* _THE DATA_:
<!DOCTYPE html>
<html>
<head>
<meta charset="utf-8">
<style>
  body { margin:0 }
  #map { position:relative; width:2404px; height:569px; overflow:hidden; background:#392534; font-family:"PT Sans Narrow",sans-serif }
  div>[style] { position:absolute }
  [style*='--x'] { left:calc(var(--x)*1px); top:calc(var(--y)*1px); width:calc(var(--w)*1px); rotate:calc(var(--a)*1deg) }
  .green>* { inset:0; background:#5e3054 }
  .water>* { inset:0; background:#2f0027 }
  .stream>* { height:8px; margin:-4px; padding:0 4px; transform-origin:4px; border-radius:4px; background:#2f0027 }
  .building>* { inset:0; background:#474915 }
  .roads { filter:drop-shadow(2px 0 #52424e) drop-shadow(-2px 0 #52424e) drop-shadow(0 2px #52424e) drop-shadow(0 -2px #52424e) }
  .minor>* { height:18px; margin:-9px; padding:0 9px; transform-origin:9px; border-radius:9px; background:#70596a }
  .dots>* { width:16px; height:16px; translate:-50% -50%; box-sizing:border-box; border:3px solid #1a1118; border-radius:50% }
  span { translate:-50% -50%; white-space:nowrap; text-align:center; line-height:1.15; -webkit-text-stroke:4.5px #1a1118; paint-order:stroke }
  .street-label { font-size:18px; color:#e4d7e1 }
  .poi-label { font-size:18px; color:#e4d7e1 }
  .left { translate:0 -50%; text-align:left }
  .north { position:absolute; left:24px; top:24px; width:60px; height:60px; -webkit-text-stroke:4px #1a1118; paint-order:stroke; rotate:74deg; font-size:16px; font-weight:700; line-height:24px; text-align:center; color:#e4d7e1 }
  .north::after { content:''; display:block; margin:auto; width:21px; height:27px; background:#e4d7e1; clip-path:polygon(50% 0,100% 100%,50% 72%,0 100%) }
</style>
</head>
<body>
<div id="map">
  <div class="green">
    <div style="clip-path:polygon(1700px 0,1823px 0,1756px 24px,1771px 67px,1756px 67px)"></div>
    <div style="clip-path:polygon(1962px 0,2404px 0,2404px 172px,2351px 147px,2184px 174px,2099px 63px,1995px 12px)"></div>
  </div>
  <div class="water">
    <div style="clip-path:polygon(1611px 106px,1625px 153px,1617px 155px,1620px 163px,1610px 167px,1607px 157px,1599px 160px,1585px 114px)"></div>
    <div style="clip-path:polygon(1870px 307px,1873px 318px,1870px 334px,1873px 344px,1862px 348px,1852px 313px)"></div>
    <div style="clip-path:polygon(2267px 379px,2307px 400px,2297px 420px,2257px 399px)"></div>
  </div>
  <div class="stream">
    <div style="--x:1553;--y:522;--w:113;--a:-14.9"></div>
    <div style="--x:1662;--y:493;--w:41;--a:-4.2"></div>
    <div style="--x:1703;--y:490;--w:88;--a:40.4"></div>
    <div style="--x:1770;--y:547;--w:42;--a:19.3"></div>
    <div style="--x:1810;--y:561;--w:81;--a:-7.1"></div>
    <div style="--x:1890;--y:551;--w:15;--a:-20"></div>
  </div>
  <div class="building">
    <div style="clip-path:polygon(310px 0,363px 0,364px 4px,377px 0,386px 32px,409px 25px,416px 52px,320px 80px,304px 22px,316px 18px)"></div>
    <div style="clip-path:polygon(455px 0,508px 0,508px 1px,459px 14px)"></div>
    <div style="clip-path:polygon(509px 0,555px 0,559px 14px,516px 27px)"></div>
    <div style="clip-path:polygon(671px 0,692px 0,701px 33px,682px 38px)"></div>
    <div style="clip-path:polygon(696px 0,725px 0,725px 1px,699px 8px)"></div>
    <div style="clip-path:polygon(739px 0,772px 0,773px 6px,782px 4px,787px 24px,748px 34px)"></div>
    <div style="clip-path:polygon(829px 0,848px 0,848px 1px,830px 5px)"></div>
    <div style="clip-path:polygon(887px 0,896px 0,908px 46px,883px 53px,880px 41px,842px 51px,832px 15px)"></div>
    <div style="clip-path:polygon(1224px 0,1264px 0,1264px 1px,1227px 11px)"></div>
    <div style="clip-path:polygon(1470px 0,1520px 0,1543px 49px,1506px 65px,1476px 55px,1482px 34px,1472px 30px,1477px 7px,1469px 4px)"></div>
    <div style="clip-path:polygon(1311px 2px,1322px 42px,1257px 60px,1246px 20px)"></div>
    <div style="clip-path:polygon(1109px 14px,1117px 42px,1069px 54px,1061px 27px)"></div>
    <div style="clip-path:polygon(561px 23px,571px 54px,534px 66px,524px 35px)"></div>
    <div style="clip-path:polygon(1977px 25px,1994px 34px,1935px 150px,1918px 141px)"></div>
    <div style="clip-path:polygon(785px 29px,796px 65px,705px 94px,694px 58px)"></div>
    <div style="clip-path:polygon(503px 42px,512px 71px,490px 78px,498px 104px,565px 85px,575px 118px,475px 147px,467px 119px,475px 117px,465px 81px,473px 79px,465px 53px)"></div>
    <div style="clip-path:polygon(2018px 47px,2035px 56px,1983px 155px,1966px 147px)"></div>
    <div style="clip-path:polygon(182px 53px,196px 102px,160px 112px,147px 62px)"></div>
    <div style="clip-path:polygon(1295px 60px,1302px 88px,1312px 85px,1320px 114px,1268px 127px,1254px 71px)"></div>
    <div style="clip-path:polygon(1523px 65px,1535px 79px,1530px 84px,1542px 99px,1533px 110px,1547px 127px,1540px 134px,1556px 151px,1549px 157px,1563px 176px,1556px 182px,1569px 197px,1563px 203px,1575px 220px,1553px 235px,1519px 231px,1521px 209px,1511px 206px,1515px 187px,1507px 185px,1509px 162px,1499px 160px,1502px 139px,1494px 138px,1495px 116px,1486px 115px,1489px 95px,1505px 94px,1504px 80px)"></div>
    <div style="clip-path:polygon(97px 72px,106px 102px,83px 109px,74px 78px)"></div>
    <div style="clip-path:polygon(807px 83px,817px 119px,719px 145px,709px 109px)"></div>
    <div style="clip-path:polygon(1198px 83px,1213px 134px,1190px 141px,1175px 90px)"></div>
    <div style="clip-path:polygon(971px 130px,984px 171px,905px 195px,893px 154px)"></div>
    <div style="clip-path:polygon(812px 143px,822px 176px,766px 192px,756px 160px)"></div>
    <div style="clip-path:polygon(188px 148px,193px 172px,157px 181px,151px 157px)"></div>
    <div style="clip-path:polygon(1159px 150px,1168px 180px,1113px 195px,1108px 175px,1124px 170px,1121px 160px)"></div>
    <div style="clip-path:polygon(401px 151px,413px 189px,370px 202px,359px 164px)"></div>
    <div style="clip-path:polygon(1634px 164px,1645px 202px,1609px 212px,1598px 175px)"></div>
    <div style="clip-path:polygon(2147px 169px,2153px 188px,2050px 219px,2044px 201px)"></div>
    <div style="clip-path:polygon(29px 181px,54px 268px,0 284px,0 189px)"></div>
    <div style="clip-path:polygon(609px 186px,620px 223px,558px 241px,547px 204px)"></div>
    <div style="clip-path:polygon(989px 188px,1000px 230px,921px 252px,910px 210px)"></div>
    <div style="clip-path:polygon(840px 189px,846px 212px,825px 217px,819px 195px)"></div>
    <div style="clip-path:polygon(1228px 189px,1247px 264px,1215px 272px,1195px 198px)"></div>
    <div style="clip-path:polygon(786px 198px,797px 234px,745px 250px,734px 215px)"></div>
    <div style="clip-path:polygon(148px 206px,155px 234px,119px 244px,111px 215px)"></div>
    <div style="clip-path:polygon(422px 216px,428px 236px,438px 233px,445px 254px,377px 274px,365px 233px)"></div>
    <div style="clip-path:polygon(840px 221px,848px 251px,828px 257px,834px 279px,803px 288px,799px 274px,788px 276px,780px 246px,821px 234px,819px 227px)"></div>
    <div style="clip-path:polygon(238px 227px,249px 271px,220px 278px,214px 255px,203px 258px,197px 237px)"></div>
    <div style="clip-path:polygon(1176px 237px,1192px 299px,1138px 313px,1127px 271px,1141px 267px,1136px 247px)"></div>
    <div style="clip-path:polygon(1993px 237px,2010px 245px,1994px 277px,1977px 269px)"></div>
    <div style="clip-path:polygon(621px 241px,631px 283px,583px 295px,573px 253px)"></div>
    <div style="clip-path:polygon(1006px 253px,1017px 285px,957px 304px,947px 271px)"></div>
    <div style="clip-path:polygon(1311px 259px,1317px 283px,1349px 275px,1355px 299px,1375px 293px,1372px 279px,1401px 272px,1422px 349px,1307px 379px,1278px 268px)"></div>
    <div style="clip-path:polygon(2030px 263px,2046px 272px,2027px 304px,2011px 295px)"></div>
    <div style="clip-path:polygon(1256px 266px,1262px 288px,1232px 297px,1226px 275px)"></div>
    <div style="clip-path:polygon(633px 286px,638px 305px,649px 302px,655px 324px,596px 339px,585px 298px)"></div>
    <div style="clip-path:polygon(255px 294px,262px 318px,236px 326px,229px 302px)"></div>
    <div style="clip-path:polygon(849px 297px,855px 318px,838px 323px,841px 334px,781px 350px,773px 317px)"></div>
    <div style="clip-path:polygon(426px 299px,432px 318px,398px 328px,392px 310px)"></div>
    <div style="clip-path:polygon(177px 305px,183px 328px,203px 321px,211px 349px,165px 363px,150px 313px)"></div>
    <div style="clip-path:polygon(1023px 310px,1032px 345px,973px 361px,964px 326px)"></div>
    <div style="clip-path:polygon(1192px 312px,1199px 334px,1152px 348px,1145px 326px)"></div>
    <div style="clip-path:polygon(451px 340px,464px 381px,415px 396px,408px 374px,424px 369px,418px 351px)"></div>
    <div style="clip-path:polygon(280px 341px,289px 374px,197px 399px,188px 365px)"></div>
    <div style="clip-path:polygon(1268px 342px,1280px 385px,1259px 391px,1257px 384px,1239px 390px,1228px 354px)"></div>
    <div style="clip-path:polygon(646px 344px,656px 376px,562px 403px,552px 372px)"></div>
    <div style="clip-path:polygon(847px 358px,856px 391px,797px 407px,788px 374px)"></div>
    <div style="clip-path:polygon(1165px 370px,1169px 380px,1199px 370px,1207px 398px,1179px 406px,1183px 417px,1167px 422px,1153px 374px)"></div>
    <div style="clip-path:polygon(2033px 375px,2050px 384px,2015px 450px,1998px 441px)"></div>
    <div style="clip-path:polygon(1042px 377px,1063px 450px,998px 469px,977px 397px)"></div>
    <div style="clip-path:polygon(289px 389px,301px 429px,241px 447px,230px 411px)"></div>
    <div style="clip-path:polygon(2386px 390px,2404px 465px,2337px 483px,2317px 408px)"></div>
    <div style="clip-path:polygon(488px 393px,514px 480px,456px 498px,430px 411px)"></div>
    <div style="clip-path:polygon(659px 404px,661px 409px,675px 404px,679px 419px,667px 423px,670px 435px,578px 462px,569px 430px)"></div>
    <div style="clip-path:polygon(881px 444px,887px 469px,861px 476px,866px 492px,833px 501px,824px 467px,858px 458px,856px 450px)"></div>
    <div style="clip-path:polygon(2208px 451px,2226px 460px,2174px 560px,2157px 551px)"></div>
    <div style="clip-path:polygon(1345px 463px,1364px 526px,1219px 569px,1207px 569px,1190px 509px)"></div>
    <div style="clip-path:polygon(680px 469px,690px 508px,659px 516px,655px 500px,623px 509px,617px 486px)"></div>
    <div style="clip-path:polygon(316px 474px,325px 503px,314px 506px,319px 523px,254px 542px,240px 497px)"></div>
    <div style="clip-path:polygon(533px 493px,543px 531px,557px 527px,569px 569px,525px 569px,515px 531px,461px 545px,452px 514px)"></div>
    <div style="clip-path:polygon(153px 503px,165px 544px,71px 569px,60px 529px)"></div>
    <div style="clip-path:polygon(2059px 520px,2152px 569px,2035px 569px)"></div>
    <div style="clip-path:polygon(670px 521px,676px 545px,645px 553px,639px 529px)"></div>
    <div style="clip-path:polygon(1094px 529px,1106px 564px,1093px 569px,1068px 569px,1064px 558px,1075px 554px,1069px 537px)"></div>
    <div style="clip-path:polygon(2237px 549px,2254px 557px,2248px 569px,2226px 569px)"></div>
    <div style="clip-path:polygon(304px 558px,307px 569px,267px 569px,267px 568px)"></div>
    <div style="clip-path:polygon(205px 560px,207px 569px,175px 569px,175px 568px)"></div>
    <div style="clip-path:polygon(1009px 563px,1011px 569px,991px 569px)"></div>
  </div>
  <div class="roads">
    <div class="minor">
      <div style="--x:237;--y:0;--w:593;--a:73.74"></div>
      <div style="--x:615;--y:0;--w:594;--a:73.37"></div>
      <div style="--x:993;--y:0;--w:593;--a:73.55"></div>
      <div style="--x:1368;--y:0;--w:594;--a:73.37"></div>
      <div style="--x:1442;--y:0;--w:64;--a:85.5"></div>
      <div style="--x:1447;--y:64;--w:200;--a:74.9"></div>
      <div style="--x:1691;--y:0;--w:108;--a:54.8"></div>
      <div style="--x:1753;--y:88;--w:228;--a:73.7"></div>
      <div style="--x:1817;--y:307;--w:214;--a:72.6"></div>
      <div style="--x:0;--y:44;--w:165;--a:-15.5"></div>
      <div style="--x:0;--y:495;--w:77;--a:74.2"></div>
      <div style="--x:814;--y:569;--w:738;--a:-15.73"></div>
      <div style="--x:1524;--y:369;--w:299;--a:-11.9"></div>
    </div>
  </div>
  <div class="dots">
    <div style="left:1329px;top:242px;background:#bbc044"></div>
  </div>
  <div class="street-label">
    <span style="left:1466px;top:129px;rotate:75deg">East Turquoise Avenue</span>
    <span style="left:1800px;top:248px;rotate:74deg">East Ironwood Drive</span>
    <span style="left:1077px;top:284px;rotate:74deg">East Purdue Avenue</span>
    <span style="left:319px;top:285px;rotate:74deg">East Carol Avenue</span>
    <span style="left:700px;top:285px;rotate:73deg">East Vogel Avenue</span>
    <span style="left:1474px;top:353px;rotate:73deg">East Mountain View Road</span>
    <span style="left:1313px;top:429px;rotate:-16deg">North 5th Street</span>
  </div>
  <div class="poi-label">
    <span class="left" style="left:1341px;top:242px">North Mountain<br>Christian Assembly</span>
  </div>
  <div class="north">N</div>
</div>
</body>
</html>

* _THE PROBLEM_: Tally, in the data above, the lines where the word "water" occurs, and give the figure alone.

* _TASK ANSWER_: 2